In advance, all of Predicto's songs are going to be off Born to Run and Born in the USA.

 

1. Thunder Road. So stupidly obvious, but I can't help it. It's my favorite song by my favorite artist and is probably the greatest rock song ever written. "It's a town full of losers and I'm pulling out of here to win" pretty much defines the ethos of Rock and Roll itself.

 

2. 4th of July, Asbury Park (Sandy). Part of me wishes every Springsteen album sounded like The Wild, the Innocent and the E Street Shuffle. But if every Springsteen album sounded like that, he would currently be playing in a coffee house in Jersey City to make his rent. So, life is full of tradeoffs.

 

3. Born to Run. It has to be here, and I like putting the most obvious song at #3 on these kinds of lists.

 

4. Girls In Their Summer Clothes. I ****ing love this song, and I know it's ridiculous to put it at #4 but **** you, it makes me cry and I'm over 40. It's the best song Brian Wilson never wrote. It's the best late period Springsteen song. In the 80s, it would have been in the top five on the charts for 6 weeks and would have been inescapable on the Boardwalk in Ocean City.

 

5. Badlands. I like this song better than The Promised Land by a hair, simply because it takes off like a cannon shot and never stops. Bruce does angry well, and Darkness is probably my favorite album.
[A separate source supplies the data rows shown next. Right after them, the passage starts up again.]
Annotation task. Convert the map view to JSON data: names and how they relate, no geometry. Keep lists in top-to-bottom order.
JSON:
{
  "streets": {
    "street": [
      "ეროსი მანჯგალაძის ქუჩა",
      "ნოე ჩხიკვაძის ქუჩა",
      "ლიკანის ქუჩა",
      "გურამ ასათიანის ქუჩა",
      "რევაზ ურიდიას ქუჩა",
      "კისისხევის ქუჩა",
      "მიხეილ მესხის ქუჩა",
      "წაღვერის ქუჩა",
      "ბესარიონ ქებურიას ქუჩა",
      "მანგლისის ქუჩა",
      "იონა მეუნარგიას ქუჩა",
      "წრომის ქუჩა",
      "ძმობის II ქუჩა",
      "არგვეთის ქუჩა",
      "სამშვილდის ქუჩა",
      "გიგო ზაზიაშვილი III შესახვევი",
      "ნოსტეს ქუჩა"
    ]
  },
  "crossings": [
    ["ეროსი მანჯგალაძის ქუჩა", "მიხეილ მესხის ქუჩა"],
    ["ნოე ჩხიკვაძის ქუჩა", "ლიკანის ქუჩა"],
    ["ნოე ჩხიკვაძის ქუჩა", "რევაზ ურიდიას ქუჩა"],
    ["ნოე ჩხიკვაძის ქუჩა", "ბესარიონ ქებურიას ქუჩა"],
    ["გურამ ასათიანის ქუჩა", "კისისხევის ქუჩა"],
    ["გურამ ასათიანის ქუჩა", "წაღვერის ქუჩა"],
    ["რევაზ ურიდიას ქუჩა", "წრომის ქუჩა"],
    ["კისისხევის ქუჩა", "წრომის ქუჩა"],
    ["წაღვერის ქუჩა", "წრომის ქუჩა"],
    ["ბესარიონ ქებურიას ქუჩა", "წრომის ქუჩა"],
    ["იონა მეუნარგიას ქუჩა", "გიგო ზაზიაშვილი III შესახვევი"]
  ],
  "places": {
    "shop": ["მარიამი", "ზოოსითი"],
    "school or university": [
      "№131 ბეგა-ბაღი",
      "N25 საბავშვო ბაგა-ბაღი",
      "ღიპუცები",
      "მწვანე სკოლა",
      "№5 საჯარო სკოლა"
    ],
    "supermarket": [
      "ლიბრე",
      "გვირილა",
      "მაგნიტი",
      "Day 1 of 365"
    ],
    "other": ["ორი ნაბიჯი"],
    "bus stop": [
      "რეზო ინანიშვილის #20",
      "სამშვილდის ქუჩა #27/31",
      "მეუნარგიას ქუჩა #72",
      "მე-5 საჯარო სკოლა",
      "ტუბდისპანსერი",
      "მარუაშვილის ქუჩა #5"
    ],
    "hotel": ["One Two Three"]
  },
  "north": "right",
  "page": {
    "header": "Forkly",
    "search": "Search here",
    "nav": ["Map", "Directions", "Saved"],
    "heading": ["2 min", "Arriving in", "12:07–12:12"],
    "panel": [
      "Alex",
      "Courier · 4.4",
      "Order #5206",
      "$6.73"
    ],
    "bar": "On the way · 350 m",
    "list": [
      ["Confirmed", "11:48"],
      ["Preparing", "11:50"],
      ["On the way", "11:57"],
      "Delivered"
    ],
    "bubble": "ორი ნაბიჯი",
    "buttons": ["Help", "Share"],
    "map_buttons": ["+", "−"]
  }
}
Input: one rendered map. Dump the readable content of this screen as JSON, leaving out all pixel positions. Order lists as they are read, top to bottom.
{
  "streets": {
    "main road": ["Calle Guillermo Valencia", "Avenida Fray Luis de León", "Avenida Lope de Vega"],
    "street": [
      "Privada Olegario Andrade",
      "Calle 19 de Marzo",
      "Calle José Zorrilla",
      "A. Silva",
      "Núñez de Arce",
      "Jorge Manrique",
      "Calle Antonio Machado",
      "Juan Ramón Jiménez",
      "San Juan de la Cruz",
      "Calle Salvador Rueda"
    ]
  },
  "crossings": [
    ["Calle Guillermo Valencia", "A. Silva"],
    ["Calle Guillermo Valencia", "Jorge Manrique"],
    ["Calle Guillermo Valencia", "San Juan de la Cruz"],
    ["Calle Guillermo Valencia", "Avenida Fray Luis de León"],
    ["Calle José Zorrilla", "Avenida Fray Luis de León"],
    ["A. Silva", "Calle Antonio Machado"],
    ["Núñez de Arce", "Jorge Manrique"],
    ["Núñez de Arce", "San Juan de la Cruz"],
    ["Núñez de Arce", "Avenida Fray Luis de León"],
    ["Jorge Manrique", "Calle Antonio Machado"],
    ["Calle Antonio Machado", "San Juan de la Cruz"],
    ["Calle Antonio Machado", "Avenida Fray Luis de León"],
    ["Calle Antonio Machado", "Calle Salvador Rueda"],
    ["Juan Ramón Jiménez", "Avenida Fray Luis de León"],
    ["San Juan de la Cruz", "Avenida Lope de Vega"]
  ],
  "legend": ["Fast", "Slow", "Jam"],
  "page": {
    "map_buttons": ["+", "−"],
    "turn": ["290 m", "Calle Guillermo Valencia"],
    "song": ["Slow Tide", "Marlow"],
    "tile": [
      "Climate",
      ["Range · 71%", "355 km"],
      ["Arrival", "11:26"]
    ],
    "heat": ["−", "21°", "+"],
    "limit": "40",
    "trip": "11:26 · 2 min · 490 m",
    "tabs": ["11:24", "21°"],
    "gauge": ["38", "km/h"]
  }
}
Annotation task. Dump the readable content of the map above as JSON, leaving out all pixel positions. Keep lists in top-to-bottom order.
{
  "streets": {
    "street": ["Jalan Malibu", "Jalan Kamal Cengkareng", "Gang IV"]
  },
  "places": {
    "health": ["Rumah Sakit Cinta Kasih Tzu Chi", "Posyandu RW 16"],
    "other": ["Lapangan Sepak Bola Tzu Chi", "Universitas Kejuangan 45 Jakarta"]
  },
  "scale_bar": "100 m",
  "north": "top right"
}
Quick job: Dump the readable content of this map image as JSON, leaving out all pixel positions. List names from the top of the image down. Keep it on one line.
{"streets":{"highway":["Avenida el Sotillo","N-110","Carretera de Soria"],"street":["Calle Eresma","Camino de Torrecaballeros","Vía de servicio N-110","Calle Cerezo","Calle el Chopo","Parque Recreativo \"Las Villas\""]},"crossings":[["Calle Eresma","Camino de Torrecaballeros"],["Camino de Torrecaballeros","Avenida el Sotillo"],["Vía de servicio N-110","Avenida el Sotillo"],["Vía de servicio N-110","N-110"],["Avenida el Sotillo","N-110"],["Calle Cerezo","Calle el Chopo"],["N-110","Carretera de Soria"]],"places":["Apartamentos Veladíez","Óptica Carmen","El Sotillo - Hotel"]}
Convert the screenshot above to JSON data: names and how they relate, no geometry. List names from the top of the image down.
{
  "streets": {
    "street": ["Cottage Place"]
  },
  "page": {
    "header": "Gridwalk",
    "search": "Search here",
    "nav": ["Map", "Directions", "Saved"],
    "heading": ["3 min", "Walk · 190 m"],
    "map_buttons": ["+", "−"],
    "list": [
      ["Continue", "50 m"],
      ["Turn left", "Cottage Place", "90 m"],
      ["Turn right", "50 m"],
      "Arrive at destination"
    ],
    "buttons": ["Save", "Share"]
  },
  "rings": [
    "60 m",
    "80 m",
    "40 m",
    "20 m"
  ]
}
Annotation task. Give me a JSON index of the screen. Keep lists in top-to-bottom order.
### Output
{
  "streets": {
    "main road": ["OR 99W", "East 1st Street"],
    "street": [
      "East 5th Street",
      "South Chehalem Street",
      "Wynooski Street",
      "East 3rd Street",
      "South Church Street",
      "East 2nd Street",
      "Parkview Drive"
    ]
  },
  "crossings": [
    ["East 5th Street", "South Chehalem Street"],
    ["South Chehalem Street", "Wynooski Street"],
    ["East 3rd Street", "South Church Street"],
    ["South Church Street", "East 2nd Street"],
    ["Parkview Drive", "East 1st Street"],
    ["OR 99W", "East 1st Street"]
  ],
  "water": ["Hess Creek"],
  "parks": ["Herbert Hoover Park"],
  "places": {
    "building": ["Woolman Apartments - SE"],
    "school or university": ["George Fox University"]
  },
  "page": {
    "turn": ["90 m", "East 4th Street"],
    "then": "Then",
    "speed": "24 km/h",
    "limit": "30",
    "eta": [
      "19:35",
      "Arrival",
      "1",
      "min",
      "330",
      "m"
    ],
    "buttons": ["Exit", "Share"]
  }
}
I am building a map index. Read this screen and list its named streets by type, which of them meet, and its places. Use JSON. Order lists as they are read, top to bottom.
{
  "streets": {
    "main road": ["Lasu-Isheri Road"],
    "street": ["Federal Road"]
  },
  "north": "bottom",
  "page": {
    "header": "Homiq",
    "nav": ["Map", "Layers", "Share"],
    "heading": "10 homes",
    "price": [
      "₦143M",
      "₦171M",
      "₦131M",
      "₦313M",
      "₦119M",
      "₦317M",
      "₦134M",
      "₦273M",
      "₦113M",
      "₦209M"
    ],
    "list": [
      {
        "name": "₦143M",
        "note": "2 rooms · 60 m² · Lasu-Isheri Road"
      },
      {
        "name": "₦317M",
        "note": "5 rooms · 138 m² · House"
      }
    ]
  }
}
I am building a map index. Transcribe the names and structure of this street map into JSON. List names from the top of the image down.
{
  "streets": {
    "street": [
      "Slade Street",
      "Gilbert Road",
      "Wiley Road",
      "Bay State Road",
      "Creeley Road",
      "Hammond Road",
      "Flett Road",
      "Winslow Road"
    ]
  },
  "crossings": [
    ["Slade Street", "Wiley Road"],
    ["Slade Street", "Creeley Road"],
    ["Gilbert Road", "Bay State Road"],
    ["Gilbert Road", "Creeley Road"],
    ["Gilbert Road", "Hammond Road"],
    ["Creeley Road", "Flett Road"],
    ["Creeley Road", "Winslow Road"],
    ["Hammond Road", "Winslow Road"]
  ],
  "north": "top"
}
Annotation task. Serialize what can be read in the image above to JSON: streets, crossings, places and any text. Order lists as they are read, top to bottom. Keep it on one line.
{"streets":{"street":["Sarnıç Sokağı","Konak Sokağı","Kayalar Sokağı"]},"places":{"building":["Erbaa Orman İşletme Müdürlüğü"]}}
He shouldn't do angry all the time.

 

6. Bobby Jean. I sometimes think of Thunder Road, The River, and Bobby Jean as a three part movie. I love the melody line in this. I love the nostalgia. I love the sadness. I love the fact that I have no idea if he is singing to a man or woman. I love the idea that it may be about Steve Van Zandt.

 

7. Walk Like A Man. Tunnel of Love is an album that you have to be 34 to fully appreciate, I bought it when I was 13 on the day it came out, and it utterly flummoxed me. Today, I listen to it in a dark room with a glass of Scotch and it makes perfect sense. Bruce making up with his dad in his very Bruce way is a beautiful sentiment.

 

8. Jungleland. It has to be here too, right? God, Born to Run was good. Maybe I'm Predicto. This is Clarence's song.

 

9. Cadillac Ranch. Stupid Bruce is pretty under-rated too. I like songs about cars. This is a song about cars. It's a good song about cars.

 

10. Mary's Place. Remember what I said at #2. I think Bruce wrote this for people like me who think that way. I went to two shows on The Rising tour, and fans went ape**** for this song. The cool thing about Bruce in the 21st Century is that - for the most part - his audience actually bought his recent albums and wanted to hear the songs live. It wasn't like going to a Rolling Stones show where the most recent song is from 1981.

 

 

Honorable Mentions

 

The Rising - The Bridge still gives me chills.

 

Youngstown - I loved the song on the album. Live with Nils guitar solo takes it to a new level.

 

Land of Hope and Dreams - I saw the '99 Reunion tour, and remember thinking "That's a goddman Bruce Springsteen song" when he played this. I like the album version too - mainly because it's like a nice goodbye to Clarence.

 

The Wrestler - This might be the best pairing of song and movie ever.

 

Dancing In The Dark - Has anyone listened to this without all the baggage attached to it? Because, my gosh, it's a great pop song with incredibly dark lyrics. If you slow it down, it could be about a suicide.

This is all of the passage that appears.